The number of cyberattacks against the US and other countries coming from China has declined -- but that doesn't mean targeted corporations and governments are off the hook, because despite there being fewer recorded cases of cyber espionage, the instances which take place are now more calculated and focused.
The figures come from cybersecurity researchers at FireEye who've been monitoring the activity of 'China-based groups' and say that since 2014 there's been a "notable decline" in cyberattacks and intrusion activity against the US and other targets. FireEye's data is laid out in new report -- Red Line Drawn: China Recalculates its Use of Cyber Espionage -- and is based upon the activity of 72 groups that are suspected of operating in China or otherwise supporting Chinese state interests.
The changed approach to operations is thought to be because of China's ongoing military reforms, the widespread exposure of Chinese cyber-operations and the actions taken by the US government -- such as threats of sanctions -- in an effort to curb cyber espionage.
In total, there have been 262 compromises linked to China since mid-2014, 182 targeted the networks of US entitles, while 80 infiltrated the systems of targets outside the US -- with Britain, Japan and Canada the most attacked of these.
The number of attacks represents an overall decline, with fewer than 10 attacks occurring a month since the latter stages of 2015. That's a significant drop since the number of successful attacks by Chinese groups was totalled at over 70 a month during portions of 2013 and 2014.
While the frequency of attacks has decreased, Chinese hackers are still compromising corporate networks in the US, Europe, and Japan, as well as targeting government, military, and commercial entities in countries surrounding China, such as Russia and South Korea.
It's these neighbours which find themselves the victims of one particularly type of attack: spear phishing, which is used to compromise networks in the name of espionage in a region which is a hotbed of diplomatic tension.

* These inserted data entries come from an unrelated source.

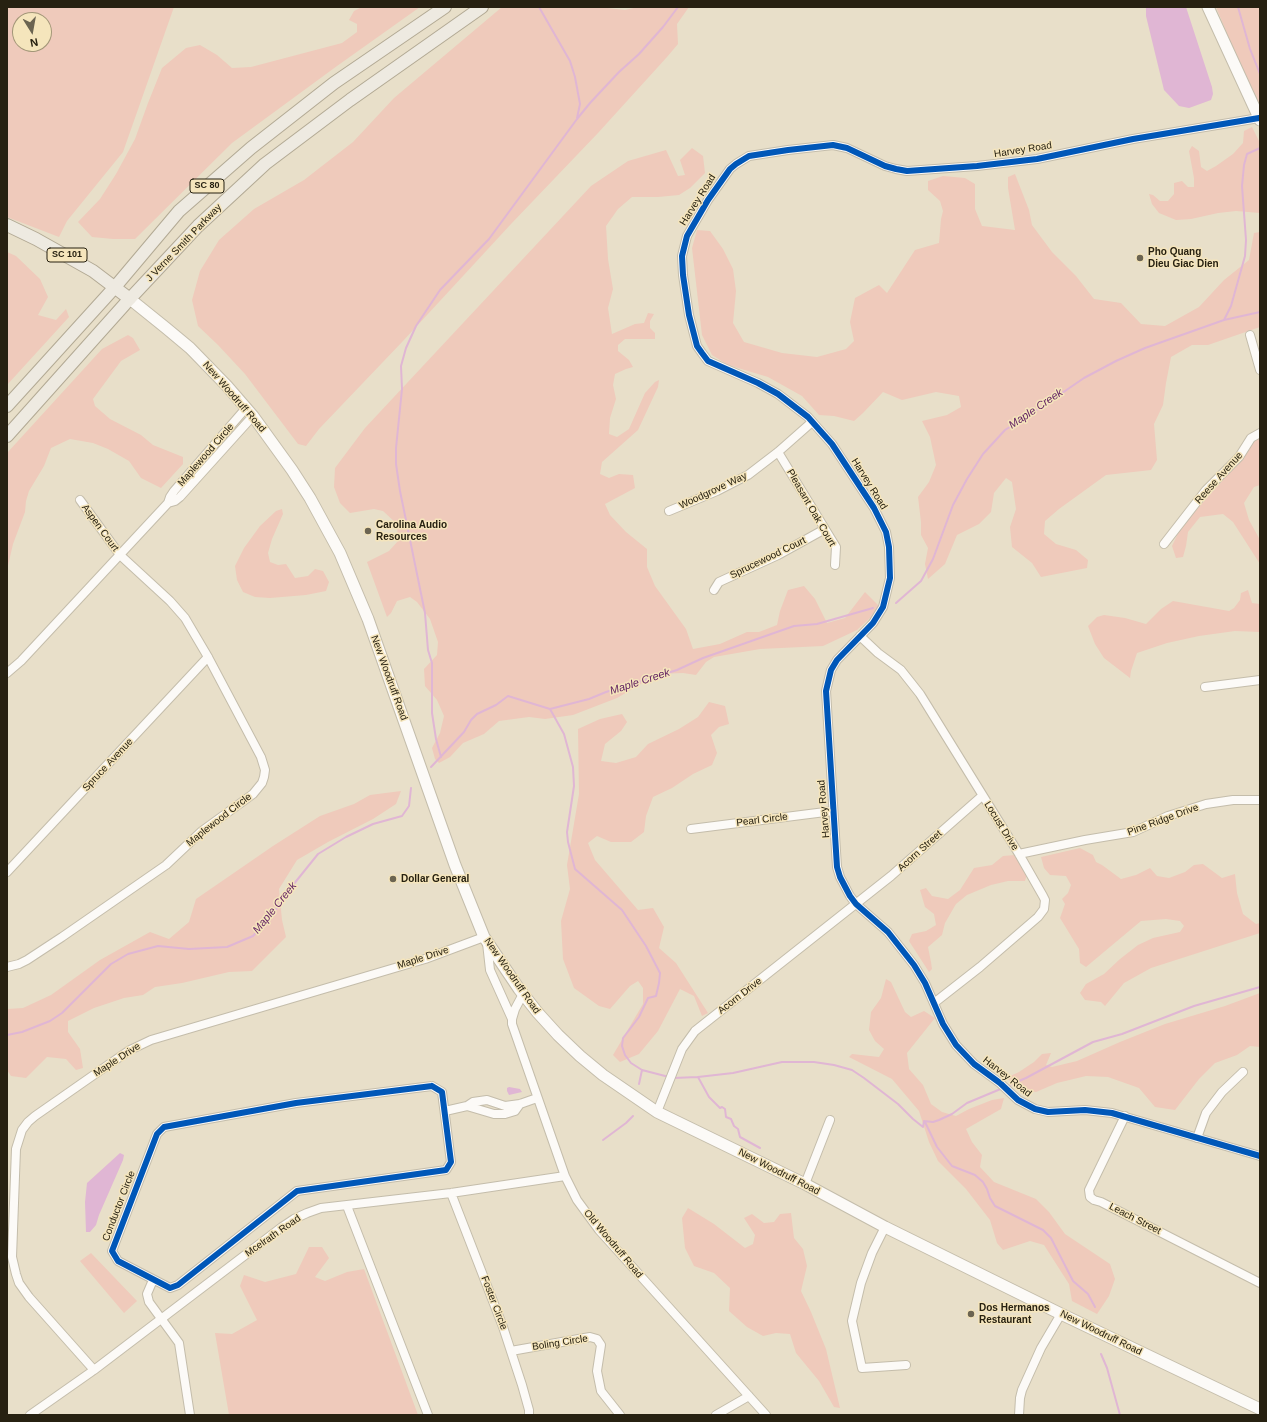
<!DOCTYPE html>
<html>
<head>
<meta charset="utf-8">
<style>
  body { margin:0 }
  #map { position:relative; width:1267px; height:1422px; overflow:hidden; background:#e8dfc9; font-family:Arial,sans-serif }
  canvas { display:block }
  .frame { position:absolute; inset:0; border:8px solid #272111; pointer-events:none }
  .north { position:absolute; left:12px; top:12px; width:40px; height:40px; box-sizing:border-box; background:#f5e5bc; border:1px solid #a39778; border-radius:50%; rotate:169deg; font-size:11px; font-weight:700; line-height:16px; text-align:center; color:#272111 }
  .north::after { content:''; display:block; margin:auto; width:14px; height:18px; background:#6b6451; clip-path:polygon(50% 0,100% 100%,50% 72%,0 100%) }
</style>
</head>
<body>
<div id="map">
<canvas width="1267" height="1422"></canvas>
<div class="frame"></div>
<div class="north">N</div>
</div>
<script>
const g = document.querySelector('canvas').getContext('2d');
g.lineJoin = 'round';
function paint(path, color) { g.fillStyle = color; g.fill(path, 'evenodd'); }
const poly = rows => new Path2D(rows.map(r => 'M' + r).join(''));
function trace(path, color, width, dash) { g.strokeStyle = color; g.lineWidth = width; g.lineCap = dash ? 'butt' : 'round'; g.setLineDash(dash || []); g.stroke(path); }
function drawText(font, color, halo, rows, align = 'center') {
  g.font = font + ' Arial,sans-serif'; g.lineWidth = 3; g.setLineDash([]); g.textBaseline = 'middle'; g.strokeStyle = halo; g.fillStyle = color; for (const [text, x, y, turn = 0] of rows) {
    g.save(); g.translate(x, y); g.rotate((+turn || 0) * Math.PI / 180); g.textAlign = isNaN(turn) ? turn : align; if (halo) g.strokeText(text, 0, 0); g.fillText(text, 0, 0); g.restore();
  }
}
paint(poly([
  [7,7,174,7,123,152,67,221,59,237,7,217],
  [20,20,44,20,44,44,20,44],
  [362,7,420,7,337,66,232,143,135,239,113,239,92,237,78,222,100,199,116,174,135,139,148,103,162,68,186,48,200,45,217,55,232,68,251,67,342,43,357,32,357,24,349,20,354,11],
  [502,7,598,7,625,10,638,7,689,7,677,24,678,44,667,57,598,133,511,224,403,341,319,429,306,446,298,444,245,374,218,345,198,326,192,300,200,271,219,240,254,209,304,180,353,142,394,98],
  [1216,7,1260,7,1260,106,1240,65],
  [1252,127,1260,143,1260,213,1236,211,1218,213,1191,219,1176,220,1159,213,1152,204,1149,194,1153,195,1160,201,1168,201,1174,194,1174,183,1182,181,1188,187,1194,187,1194,178,1189,151,1192,146,1199,151,1201,167,1207,171,1216,166,1233,154,1243,143,1244,131],
  [692,148,703,156,705,173,690,188,679,195,658,197,632,197,618,209,606,226,608,259,613,289,608,308,612,334,635,324,644,323,648,313,654,314,650,321,650,328,655,333,655,339,625,339,618,345,618,351,629,360,633,367,626,369,615,374,613,385,616,399,610,418,609,434,617,437,629,429,645,393,655,382,659,380,658,387,638,430,602,462,600,474,609,478,619,474,633,475,635,488,605,504,610,515,626,532,647,549,647,567,655,586,686,629,693,649,720,644,747,632,759,632,777,625,780,611,788,590,804,586,815,599,827,623,845,618,865,592,879,606,869,619,857,630,823,646,760,649,714,657,706,662,696,675,683,673,658,674,617,698,573,715,545,719,529,717,499,721,484,734,463,743,450,757,439,763,435,759,432,748,440,733,444,716,437,700,425,686,424,669,437,655,438,642,430,619,417,602,410,597,397,601,391,613,387,617,367,562,389,551,398,541,397,524,383,511,374,509,350,513,340,503,334,487,335,468,365,428,591,186,628,161,666,150,678,176,685,175,680,160],
  [1015,174,1029,210,1032,225,1052,252,1076,276,1094,299,1121,303,1141,324,1165,326,1199,307,1224,280,1249,260,1254,233,1260,232,1260,327,1208,345,1192,345,1171,357,1166,383,1163,405,1154,424,1157,460,1151,470,1106,475,1059,509,1045,521,1044,534,1056,544,1076,550,1088,560,1087,568,1041,577,1032,563,1012,547,1010,527,1016,509,1012,482,1006,478,994,493,991,512,979,524,957,535,945,564,928,579,925,564,928,548,921,535,921,522,918,497,929,482,936,465,930,437,922,421,947,415,961,407,959,396,936,392,902,400,883,392,863,413,854,421,834,416,819,415,802,396,768,377,728,365,712,355,702,335,692,248,697,230,710,231,723,249,733,269,736,291,733,323,744,342,782,353,817,357,846,349,854,341,850,322,855,298,879,285,887,293,915,250,939,243,941,219,943,211,940,201,928,190,928,181,943,176,965,178,975,184,975,209,982,226,1015,230,1008,188,1008,177],
  [7,252,16,256,40,279,48,297,38,315,56,320,66,309,69,317,7,385],
  [128,335,133,338,140,350,121,361,93,399,95,406,110,419,141,435,153,445,183,457,183,464,161,488,141,478,129,461,108,449,93,443,70,439,51,448,44,466,29,491,26,501,25,512,13,544,7,570,7,453,102,349],
  [1258,437,1260,437,1260,485,1254,487,1244,503,1249,520,1260,540,1260,564,1233,522,1223,514,1200,517,1188,532,1186,546,1183,557,1176,558,1172,546,1181,527,1231,471,1249,445],
  [282,509,283,514,272,539,268,553,270,562,278,565,286,564,295,578,308,576,315,569,323,571,329,582,326,591,306,595,270,598,255,597,243,592,237,580,235,566,244,548,260,526,276,511],
  [1248,590,1252,603,1260,604,1260,632,1235,631,1199,636,1167,643,1137,653,1131,671,1130,678,1104,658,1095,644,1088,626,1097,617,1104,615,1125,618,1146,624,1161,609,1173,601,1229,611,1234,608,1240,600,1241,593],
  [709,702,725,706,729,724,719,727,711,735,717,753,712,765,693,774,672,788,653,797,646,816,644,832,631,842,611,842,597,836,588,843,595,860,638,910,653,908,664,927,659,948,676,963,708,1013,702,1016,694,996,680,989,658,1031,639,1054,620,1062,613,1055,643,1004,643,988,638,981,630,986,610,1009,599,1006,574,988,563,959,561,921,570,889,567,865,579,794,578,729,600,719,622,714,627,722,621,731,605,744,601,761,616,763,636,757,648,744,679,729,698,717],
  [401,791,396,804,373,819,328,842,297,860,279,889,282,920,286,937,252,971,229,972,182,983,155,987,143,995,124,998,94,1008,68,1021,68,1032,80,1049,83,1068,76,1070,66,1059,47,1057,26,1078,11,1076,7,1070,7,1009,23,1008,51,995,100,960,150,932,169,939,189,922,196,899,273,846,320,816,354,804,370,795],
  [1080,848,1093,855,1096,862,1102,865,1121,879,1136,875,1150,868,1157,876,1169,878,1185,872,1194,865,1203,864,1222,878,1235,874,1237,893,1243,914,1256,924,1260,923,1260,933,1151,968,1124,983,1105,1006,1101,1002,1085,1000,1080,993,1086,984,1104,974,1120,959,1138,945,1153,938,1180,932,1184,926,1180,921,1166,919,1141,921,1086,967,1080,963,1079,949,1060,918,1065,904,1062,899,1068,893,1071,885,1066,876,1050,875,1044,868,1041,857],
  [1015,855,1027,874,1025,881,1008,881,991,885,967,895,956,904,945,923,942,935,928,947,931,962,932,969,929,972,909,941,912,934,926,931,936,925,934,914,925,907,920,890,926,888,932,896,948,899,960,890,974,868,992,865,1003,856],
  [886,979,891,982,905,1012,911,1017,924,1011,935,1018,907,1053,909,1069,923,1085,931,1104,942,1112,956,1116,969,1109,992,1100,1004,1098,1001,1109,966,1129,972,1142,982,1155,980,1167,994,1182,1036,1199,1049,1212,1065,1234,1110,1264,1115,1279,1109,1296,1097,1314,1072,1301,1069,1284,1044,1245,1030,1241,1003,1250,997,1243,990,1220,966,1189,938,1161,929,1142,919,1111,892,1079,849,1057,852,1054,879,1057,884,1049,875,1041,869,1030,871,1012,881,998],
  [1260,993,1260,1047,1250,1046,1237,1055,1215,1063,1199,1079,1175,1110,1155,1107,1139,1088,1108,1077,1086,1076,1057,1083,1036,1092,1021,1089,1006,1078,1019,1072,1034,1062,1042,1054,1051,1053,1046,1065,1052,1067,1077,1061,1120,1042,1165,1024,1225,1006],
  [688,1208,714,1224,745,1248,753,1244,755,1235,744,1218,752,1214,764,1223,774,1222,780,1214,791,1213,794,1238,803,1249,807,1266,801,1291,811,1312,826,1349,840,1408,834,1407,819,1381,796,1353,790,1334,776,1333,763,1336,747,1327,729,1311,730,1288,714,1273,694,1266,685,1248,682,1218],
  [309,1247,322,1247,329,1258,315,1277,325,1281,347,1272,364,1269,418,1415,229,1415,215,1333,232,1334,257,1320,240,1286,244,1275,265,1282,296,1274],
  [91,1253,137,1301,124,1313,80,1261]
]), '#efcabb');
paint(poly([
  [1146,7,1186,7,1212,87,1213,94,1211,100,1189,108,1179,106,1164,90,1146,16],
  [509,1087,520,1089,522,1092,509,1095,507,1091,507,1088],
  [120,1153,124,1155,123,1160,99,1215,96,1225,90,1232,86,1232,85,1202,87,1183]
]), '#e0b6d4');
trace(poly([
  [539,7,570,61,575,77,580,104,577,118],
  [1238,7,1250,49,1260,74],
  [1224,320,1231,306,1245,256,1246,240,1242,186,1244,165,1247,154,1260,148],
  [896,603,921,581,933,559,953,505,967,479,983,454,1005,430,1046,404,1084,378,1116,361,1145,348,1224,320,1260,312],
  [550,709,564,734,573,767,574,786,567,832,568,842,575,869,622,910,646,946,660,973,659,983,656,996,648,998,639,1017,623,1038,622,1046,625,1055,631,1063,642,1070,669,1077],
  [441,757,436,739,432,713,432,663,428,650,425,613,400,491,396,464,396,448,402,389,401,366,406,348,416,326,440,290,489,239,577,119,590,103,619,72,639,54,663,27,678,7],
  [431,767,464,732,471,720,477,714,496,705,508,696,550,709,589,699,606,692,677,670,703,658,794,626,817,624,873,608],
  [7,1035,22,1032,50,1021,62,1013,111,964,128,954,158,946,189,949,227,947,253,936,272,915,289,890,318,854,346,837,373,824,402,816,409,806,411,788],
  [698,1077,709,1097,720,1108,722,1107,725,1109,726,1117,731,1119,734,1126,738,1129,740,1137,760,1148],
  [673,1078,698,1077,733,1073,782,1062,814,1062,834,1065,852,1070,864,1078,898,1104,913,1119,923,1127,924,1121],
  [639,1084,642,1070],
  [1007,1086,1026,1078,1093,1042,1122,1034,1194,1006,1260,987],
  [924,1121,933,1122,939,1120,952,1114,967,1103,1003,1088],
  [925,1122,937,1147,952,1166,975,1175,983,1182,987,1189,990,1198,995,1206,1043,1230,1051,1238,1073,1281,1088,1294,1095,1307],
  [603,1140,626,1123,633,1116],
  [1101,1354,1107,1368,1120,1415]
]), '#e0b6d4', 2);
const street = poly([
  [1259,118,1133,139,1037,159,977,166,907,171,896,169,885,166,847,148,833,145,788,150,749,156,736,164,730,169,708,200,687,236,682,256,683,275,689,315,697,346,702,353,708,361,758,383,778,394,808,417,832,444,874,508,886,532,889,547,890,578,883,607,873,623,837,660,831,670,826,691,837,867,840,877,850,896,856,904,888,932,914,965,925,983,943,1024,956,1045,974,1064,1000,1083,1018,1100,1035,1109,1048,1112,1085,1110,1112,1113,1260,1156],
  [1250,335,1260,370],
  [778,452,836,547,835,565],
  [168,503,175,501,180,497,253,416],
  [669,511,717,491,748,475,778,452,812,422],
  [1164,544,1206,490,1239,457,1251,438,1260,433],
  [714,590,719,582,778,555,825,529],
  [860,636,878,653,901,670,920,694,1019,854,1043,896,1045,900,1044,909,1038,917,980,967,934,1003],
  [7,673,21,661,168,503,170,497,174,491,246,408],
  [1205,687,1260,680],
  [691,829,833,811],
  [1019,854,1085,840,1133,832,1168,816,1206,804,1233,800,1260,800],
  [7,872,208,657],
  [487,943,490,970,512,1019],
  [7,967,19,964,27,960,62,937,166,865,202,831,253,794,262,783,264,777,265,770,261,757,208,657,185,618,170,601,120,555,80,500],
  [523,994,515,1009,512,1019,512,1024,565,1176,577,1200,599,1230,766,1415],
  [432,1086,442,1092,451,1162,446,1170,297,1191,178,1285,170,1288,118,1261,112,1251,157,1134,164,1127,296,1103,432,1086],
  [520,1104,515,1111,505,1114,494,1114,467,1106,473,1102,487,1100,505,1106,520,1104,537,1098],
  [445,1111,467,1106],
  [657,1112,682,1049,695,1031,891,876,982,796],
  [1125,1116,1089,1190,1090,1197,1094,1200,1101,1202,1260,1283],
  [1197,1138,1206,1113,1222,1092,1243,1072],
  [805,1184,830,1120],
  [451,1193,503,1327,522,1385,529,1410,529,1415],
  [347,1206,428,1415],
  [885,1227,872,1253,861,1283,852,1321,862,1368,906,1365],
  [153,1280,147,1294,149,1302,179,1343,190,1415],
  [511,1351,590,1337,597,1339,601,1345,597,1371,601,1391,620,1415],
  [94,1370,29,1297,19,1283,16,1274,12,1257,16,1149,22,1130,28,1122,35,1116,108,1065,130,1050,151,1040,425,959,484,937],
  [30,1415,94,1370,282,1227,294,1219,307,1213,321,1208,451,1193,565,1176],
  [716,1415,749,1396],
  [1019,1415,1020,1398,1022,1390,1041,1348,1061,1314]
]);
const secondary = poly([
  [1208,7,1260,120],
  [130,299,166,328,190,348,227,386,253,416,292,470,310,498,340,553,368,619,455,865,484,937,519,989,538,1013,558,1035,580,1056,603,1075,657,1112,805,1184,885,1227,1061,1314,1260,1409]
]);
const primary = poly([
  [7,225,36,239,93,271,130,299],
  [7,406,115,287,179,211,251,148,334,83,445,7],
  [7,436,125,304,198,226,265,164,350,100,482,7]
]);
trace(street, '#c4bdab', 10);
trace(secondary, '#c4bdab', 13);
trace(primary, '#b2a994', 14);
trace(street, '#fcfaf7', 8);
trace(secondary, '#fcfaf7', 11);
trace(primary, '#eeeae1', 12);
trace(poly([
  [1259,118,1133,139,1037,159,977,166,907,171,896,169,885,166,847,148,833,145,788,150,749,156,736,164,730,169,708,200,687,236,682,256,683,275,689,315,697,346,702,353,708,361,758,383,778,394,808,417,832,444,874,508,886,532,889,547,890,578,883,607,873,623,837,660,831,670,826,691,837,867,840,877,850,896,856,904,888,932,914,965,925,983,943,1024,956,1045,974,1064,1000,1083,1018,1100,1035,1109,1048,1112,1085,1110,1112,1113,1260,1156],
  [432,1086,442,1092,451,1162,446,1170,297,1191,178,1285,170,1288,118,1261,112,1251,157,1134,164,1127,296,1103,432,1086]
]), '#0057b8', 6);
for (const [x, y, r, color] of [
  [1140,258,4,"#6b6451"],
  [368,531,4,"#6b6451"],
  [393,879,4,"#6b6451"],
  [971,1314,4,"#6b6451"]
]) { const dot = new Path2D(); dot.arc(x, y, r, 0, 2 * Math.PI); g.fillStyle = color; g.fill(dot); trace(dot, '#f5e5bc', 1.5); }
for (const [x, y, w] of [
  [207,186,34],
  [67,255,40]
]) { const box = new Path2D(); box.roundRect(x - w / 2, y - 7, w, 14, 3); g.fillStyle = '#f5e5bc'; g.fill(box); trace(box, '#272111', 1); }
drawText('bold 9px', '#272111', null, [
  ["SC 80",207,186],
  ["SC 101",67,255]
]);
drawText('10px', '#272111', '#f5e5bc', [
  ["Harvey Road",1023,150,-9],
  ["Harvey Road",698,200,-58],
  ["J Verne Smith Parkway",184,243,-46],
  ["New Woodruff Road",234,397,49],
  ["Maplewood Circle",206,455,-49],
  ["Reese Avenue",1219,478,-48],
  ["Harvey Road",869,484,58],
  ["Woodgrove Way",713,491,-25],
  ["Pleasant Oak Court",811,508,60],
  ["Aspen Court",100,528,54],
  ["Sprucewood Court",768,558,-26],
  ["New Woodruff Road",389,678,70],
  ["Spruce Avenue",108,765,-47],
  ["Harvey Road",824,809,-95],
  ["Maplewood Circle",219,820,-38],
  ["Pearl Circle",762,820,-7],
  ["Pine Ridge Drive",1163,820,-20],
  ["Locust Drive",1001,826,58],
  ["Acorn Street",920,851,-42],
  ["Maple Drive",423,958,-18],
  ["New Woodruff Road",512,976,55],
  ["Acorn Drive",740,996,-38],
  ["Maple Drive",117,1060,-33],
  ["Harvey Road",1007,1077,38],
  ["New Woodruff Road",779,1172,27],
  ["Conductor Circle",119,1206,-69],
  ["Leach Street",1135,1219,27],
  ["Mcelrath Road",273,1236,-35],
  ["Old Woodruff Road",613,1244,50],
  ["Foster Circle",494,1303,69],
  ["New Woodruff Road",1101,1333,26],
  ["Boling Circle",560,1343,-9]
]);
drawText('bold 10px', '#272111', '#f5e5bc', [
  ["Pho Quang",1148,252],
  ["Dieu Giac Dien",1148,264],
  ["Carolina Audio",376,525],
  ["Resources",376,537],
  ["Dollar General",401,879],
  ["Dos Hermanos",979,1308],
  ["Restaurant",979,1320]
], 'left');
drawText('italic 11px', '#642463', '#f5e5bc', [
  ["Maple Creek",1036,409,-34],
  ["Maple Creek",640,682,-18],
  ["Maple Creek",275,908,-51]
]);
</script>
</body>
</html>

However, while the report does indeed point an accusing finger at Chinese government involvement, FireEye are keen to point out that when it comes to hacking and espionage, the Chinese landscape doesn't just consist of one operator -- there are many different groups involved, each of which have different objectives.
"The Chinese landscape, frequently characterized as monolithic and rigidly state-directed, is composed of a wide range of groups, including government and military actors, contractors, patriotic hackers, and even criminal element," says the report.
But whoever is carrying out cyber espionage on behalf of China, it's working. Chinese-based hacking groups are becoming less prolific, but more focused -- and therefore able to get better results.
The threat from Chinese hackers is "less voluminous but more focused, calculated, and still successful in compromising corporate networks", warns FireEye. The company also points out that in the hyper-connected world, China is far from the only state-backed hacking threat.
"We've observed multiple state-backed and other well-resourced groups develop and hone their operations against corporate and government networks. The landscape we confront today is far more complex and diverse, less dominated by Chinese activity, and increasingly populated by a range of other criminal and state actors," the report concludes.